*************
Release Notes
*************

=================
cuStateVec v1.7.0
=================

* Added new API:

  * Distributed index bit swap API using semaphore for synchronization (see `custatevecSVSwapWorkerCreateWithSemaphore` and `custatevecSVSwapWorkerSetSubSVsP2PWithSemaphores`)
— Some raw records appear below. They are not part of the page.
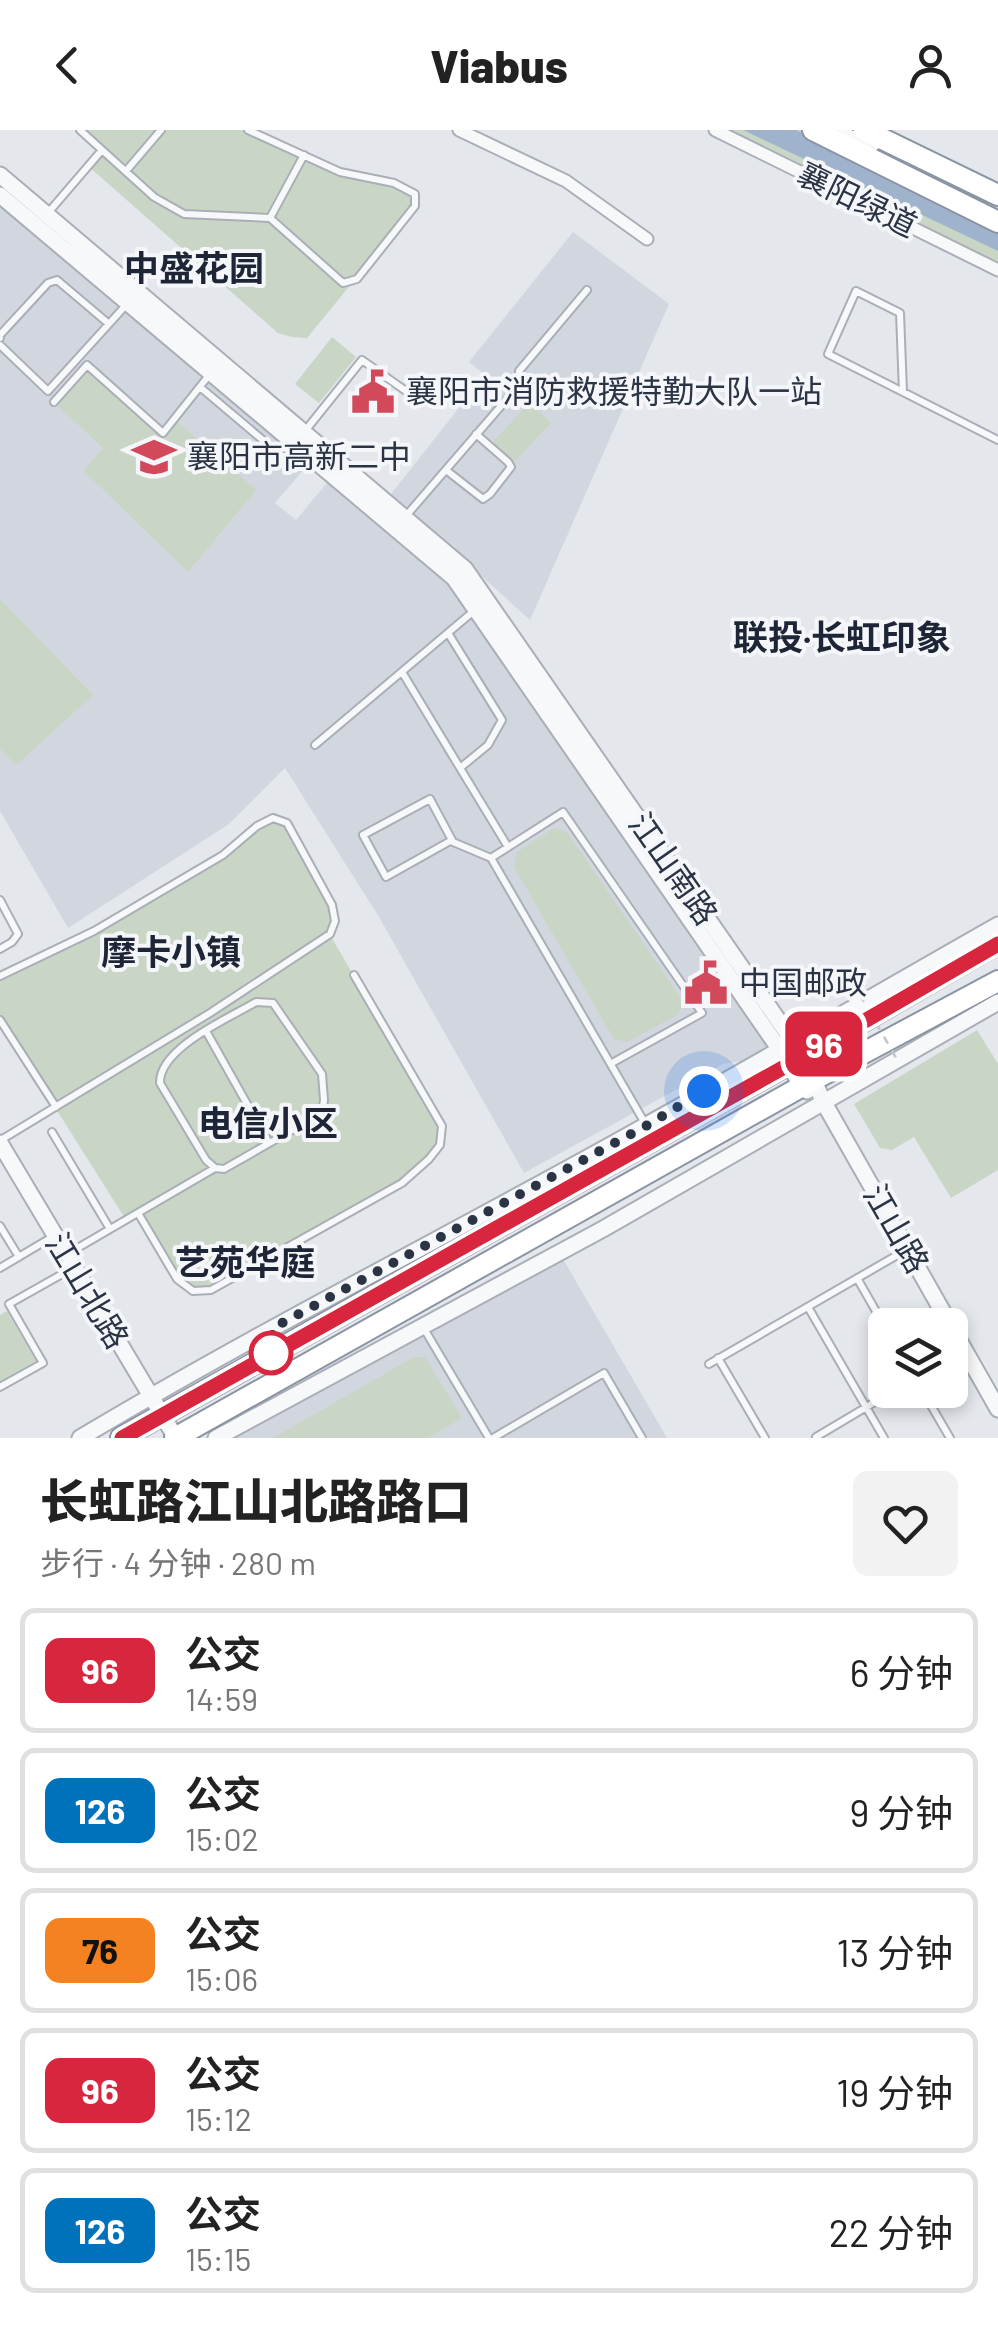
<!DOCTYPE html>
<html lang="zh">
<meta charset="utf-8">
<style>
body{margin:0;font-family:Barlow,"Noto Sans SC",sans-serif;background:#f2f2f2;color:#222;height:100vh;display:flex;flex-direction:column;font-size:38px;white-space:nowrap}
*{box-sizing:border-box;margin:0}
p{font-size:32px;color:#767676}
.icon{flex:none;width:55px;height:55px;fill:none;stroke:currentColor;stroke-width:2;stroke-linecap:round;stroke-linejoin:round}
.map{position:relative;height:1308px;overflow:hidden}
.sheet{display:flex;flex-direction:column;background:#fff;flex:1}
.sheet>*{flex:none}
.badge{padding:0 20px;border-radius:15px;font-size:35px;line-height:65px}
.controls{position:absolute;left:868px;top:1178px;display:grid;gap:20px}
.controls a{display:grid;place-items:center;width:100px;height:100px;border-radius:15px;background:#fff;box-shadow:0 5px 15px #0003;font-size:50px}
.you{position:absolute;width:50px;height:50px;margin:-25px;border:8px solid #fff;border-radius:50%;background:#1a73e8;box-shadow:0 0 0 15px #1a73e833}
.map>.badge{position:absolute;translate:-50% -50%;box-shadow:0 0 0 5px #fff}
.round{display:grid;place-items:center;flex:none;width:105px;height:105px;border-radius:15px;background:#f2f2f2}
.overview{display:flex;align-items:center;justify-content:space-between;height:170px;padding:0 40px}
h1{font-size:48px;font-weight:800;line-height:75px}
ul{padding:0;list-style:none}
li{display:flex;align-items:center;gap:30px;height:125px;margin:0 20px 15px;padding:0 20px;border:5px solid #e0e0e0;border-radius:15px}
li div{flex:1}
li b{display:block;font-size:38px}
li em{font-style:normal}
li .badge{min-width:110px;font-weight:700;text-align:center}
header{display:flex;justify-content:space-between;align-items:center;height:130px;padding:0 40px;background:#fff;font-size:45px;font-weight:800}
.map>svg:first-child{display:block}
.built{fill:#d2d6de}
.green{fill:#c9d6c5}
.water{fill:#9fb4cc}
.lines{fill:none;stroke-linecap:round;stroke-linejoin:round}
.service-casing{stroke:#a9aeb7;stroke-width:10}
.minor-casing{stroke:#a9aeb7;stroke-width:15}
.tertiary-casing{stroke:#a9aeb7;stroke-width:19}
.trunk-casing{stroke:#8b94a3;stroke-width:24}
.service{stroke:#f7f8fa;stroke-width:6}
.minor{stroke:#f7f8fa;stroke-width:11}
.tertiary{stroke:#f7f8fa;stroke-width:15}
.trunk{stroke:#fff;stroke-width:20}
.path-bridge{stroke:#c2c5cb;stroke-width:2.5;stroke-dasharray:8 8;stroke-linecap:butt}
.line-casing{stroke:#fff;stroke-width:22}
.line{stroke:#d7263d;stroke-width:15}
.walk{stroke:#2b3445;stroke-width:10;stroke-dasharray:0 18}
.stop-dot{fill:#fff;stroke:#d7263d;stroke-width:5}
.labels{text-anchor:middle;stroke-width:8;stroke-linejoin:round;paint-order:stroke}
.street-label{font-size:32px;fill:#2b3445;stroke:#f4f6f9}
.poi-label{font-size:32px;fill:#2b3445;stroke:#f4f6f9;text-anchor:start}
.neighbourhood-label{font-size:35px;font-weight:bold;fill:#1d2536;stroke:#f4f6f9}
</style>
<header><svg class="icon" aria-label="back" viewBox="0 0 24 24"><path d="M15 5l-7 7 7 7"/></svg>Viabus<svg class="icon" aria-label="person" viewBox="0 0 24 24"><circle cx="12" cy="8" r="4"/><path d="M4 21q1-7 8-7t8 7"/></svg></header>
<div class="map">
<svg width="998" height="1308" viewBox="0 0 998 1308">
<rect width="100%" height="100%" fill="#e4e7ec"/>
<path class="built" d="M0,75L311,331L275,373L296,390L331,348L462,466L772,913L741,931L723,934L524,1043L379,787L285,638L229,694L68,798L0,681Z
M573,102L669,174L530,490L391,364L485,245L469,232Z
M563,1129L667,1308H235Z"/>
<path class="green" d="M80,0H248L340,42L394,53L415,64V76L307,208L292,207L278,203L88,36L101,20Z
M715,0H836L998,69V140Z
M332,207L356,227L319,273L295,254Z
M87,235L162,302L174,289L256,360L188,442L84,341L103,318L54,272Z
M530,272L551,293L513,333L492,313Z
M0,469L93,565L16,635L0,619Z
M273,688L287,693L325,759L335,791L330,805L442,996L440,1015L402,1053L211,1160L193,1161L177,1149L139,1083L126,1090L0,890V846L94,801L206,733Z
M554,698L567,702L683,871L679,884L627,912L614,909L514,737L517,722Z
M977,900L998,934V1040L951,1068L914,1007L892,1020L880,1018L854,974Z
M7,1181L36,1231L0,1252V1185Z
M414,1227H425L462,1288L428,1308H273Z"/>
<path class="water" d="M743,0H796L998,95V121Z"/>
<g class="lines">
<g class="service-casing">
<path id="service" d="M80,0L154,67L184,84L270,88L343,153L357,149L415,76V64L394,53L340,42L248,0
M126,41L161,0
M47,84L102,20
M270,88L304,25
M0,208V205L48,153L57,150L109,194
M0,215L48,261L127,174
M200,257L290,333
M903,262L900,183L856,161L828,224L998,310
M54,272L87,235L163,303L210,244
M305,301L362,230L420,271
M446,340L483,369L490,364L511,337L508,332L476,304
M405,387L520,254L519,241L587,160
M402,542L460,638L488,615L502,590L448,503
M315,615L475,480
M460,638L508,717
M452,710L386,747L363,705L430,669L453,712L491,728
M0,770L18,804L12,812L0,819
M0,846L94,801L223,725L257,696L273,688L287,693L332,775L335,791L330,804L210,883L1,1010
M256,872L273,873L322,944L324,970L322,983L224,1039L215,1038L206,1030L160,953C159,918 229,888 256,872Z
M0,890L56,977
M206,901L269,1013
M612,933L702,883L563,682L491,728L646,995
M52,1002L110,1099
M138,1083L177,1149L193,1161L211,1160L402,1053L429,1029L440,1015L442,996L354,845
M0,1096L19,1127
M69,1123L215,1038
M0,1138L54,1106
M857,1148L885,1197
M808,1177L884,1308
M423,1197L489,1308
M718,1228L765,1308
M709,1234L906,1120
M0,1257L43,1233L9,1174L73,1138
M922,1260L950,1308
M816,1307L895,1260
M493,1308L604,1243L642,1308"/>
</g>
<g class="minor-casing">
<path id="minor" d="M459,0L566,51L647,109
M715,0L998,140
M836,0L874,15"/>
</g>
<g class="tertiary-casing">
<path id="tertiary" d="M0,45L465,439L803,926L823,971L998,1279
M0,65L454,448L789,933L801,957L807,961
M0,1013L176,1308
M80,1308C264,1198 456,1102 643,997C762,931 880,862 998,795
M216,1308L603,1099L998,872"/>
</g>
<g class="trunk-casing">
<path id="trunk" d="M813,0L998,92
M864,0L998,65
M121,1308L803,926L998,813
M175,1308L815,949L998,851"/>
</g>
<use href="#service" class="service"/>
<use href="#minor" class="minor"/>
<use href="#tertiary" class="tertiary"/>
<use href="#trunk" class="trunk"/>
<path class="path-bridge" d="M860,865L899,933"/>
</g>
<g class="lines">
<g class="line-casing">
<path id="line" d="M122,1308L804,926L998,814"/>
</g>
<use href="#line" class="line"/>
<path class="walk" d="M271,1223L273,1198L646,996L704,961"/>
</g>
<defs>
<g id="civic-bare" transform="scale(3.45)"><path d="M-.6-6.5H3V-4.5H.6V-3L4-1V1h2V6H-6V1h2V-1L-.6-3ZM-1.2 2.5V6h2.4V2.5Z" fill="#d1495b" stroke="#f4f6f9" stroke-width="2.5" paint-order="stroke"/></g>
<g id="school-bare" transform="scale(3.45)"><path d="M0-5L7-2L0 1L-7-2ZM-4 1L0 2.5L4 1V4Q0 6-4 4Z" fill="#d1495b" stroke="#f4f6f9" stroke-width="2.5" paint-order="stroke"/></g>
</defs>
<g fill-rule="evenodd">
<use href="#civic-bare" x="373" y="262"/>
<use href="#school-bare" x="154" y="327"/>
<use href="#civic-bare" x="706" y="853"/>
</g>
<circle class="stop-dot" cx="271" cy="1223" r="20"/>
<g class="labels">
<g class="street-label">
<text transform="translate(857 70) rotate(26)" y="11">襄阳绿道</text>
<text transform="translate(673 739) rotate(55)" y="11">江山南路</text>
<text transform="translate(896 1099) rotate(60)" y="11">江山路</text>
<text transform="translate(87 1161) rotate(59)" y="11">江山北路</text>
</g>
<g class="poi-label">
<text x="406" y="273">襄阳市消防救援特勤大队一站</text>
<text x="187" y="338">襄阳市高新二中</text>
<text x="739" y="864">中国邮政</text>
</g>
<g class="neighbourhood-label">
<text x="194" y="151">中盛花园</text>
<text x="842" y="520">联投·长虹印象</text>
<text x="171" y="835">摩卡小镇</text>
<text x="268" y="1006">电信小区</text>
<text x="245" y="1145">艺苑华庭</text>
</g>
</g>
</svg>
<div class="controls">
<a><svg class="icon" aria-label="layers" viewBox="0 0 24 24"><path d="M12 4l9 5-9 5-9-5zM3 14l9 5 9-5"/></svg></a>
</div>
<div class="you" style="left:704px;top:961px"></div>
<b class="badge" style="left:824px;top:914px;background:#d7263d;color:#fff">96</b>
</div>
<section class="sheet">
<div class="overview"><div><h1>长虹路江山北路路口</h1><p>步行 · 4 分钟 · 280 m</p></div><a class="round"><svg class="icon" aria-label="heart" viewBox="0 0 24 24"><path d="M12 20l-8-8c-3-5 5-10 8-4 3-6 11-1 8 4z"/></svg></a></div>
<ul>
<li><span class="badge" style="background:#d7263d;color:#fff">96</span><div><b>公交</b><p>14:59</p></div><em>6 分钟</em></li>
<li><span class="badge" style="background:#0072bc;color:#fff">126</span><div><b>公交</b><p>15:02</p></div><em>9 分钟</em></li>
<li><span class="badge" style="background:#f58220;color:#111">76</span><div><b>公交</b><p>15:06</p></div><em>13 分钟</em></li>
<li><span class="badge" style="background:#d7263d;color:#fff">96</span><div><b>公交</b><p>15:12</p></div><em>19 分钟</em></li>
<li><span class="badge" style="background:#0072bc;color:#fff">126</span><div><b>公交</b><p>15:15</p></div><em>22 分钟</em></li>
</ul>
</section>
* Improved performance/functionality:

  * Improved the performance of `custatevecApplyGeneralizedPermutationMatrix` for the case where the input matrix is diagonal and its elements are 1.
  * Improved the performance of `custatevecSVSwapWorkerExecute` when called with MPI.
  * Updated `custatevecComputeExpectationBatched` to support device pointers for output expectation values.

* Other changes:

  * Dropped support for ``Linux ppc64le``.

=================
cuStateVec v1.6.0
=================

* Added new API:

   * Expectation values for batched state vectors (see `custatevecComputeExpectationBatched`)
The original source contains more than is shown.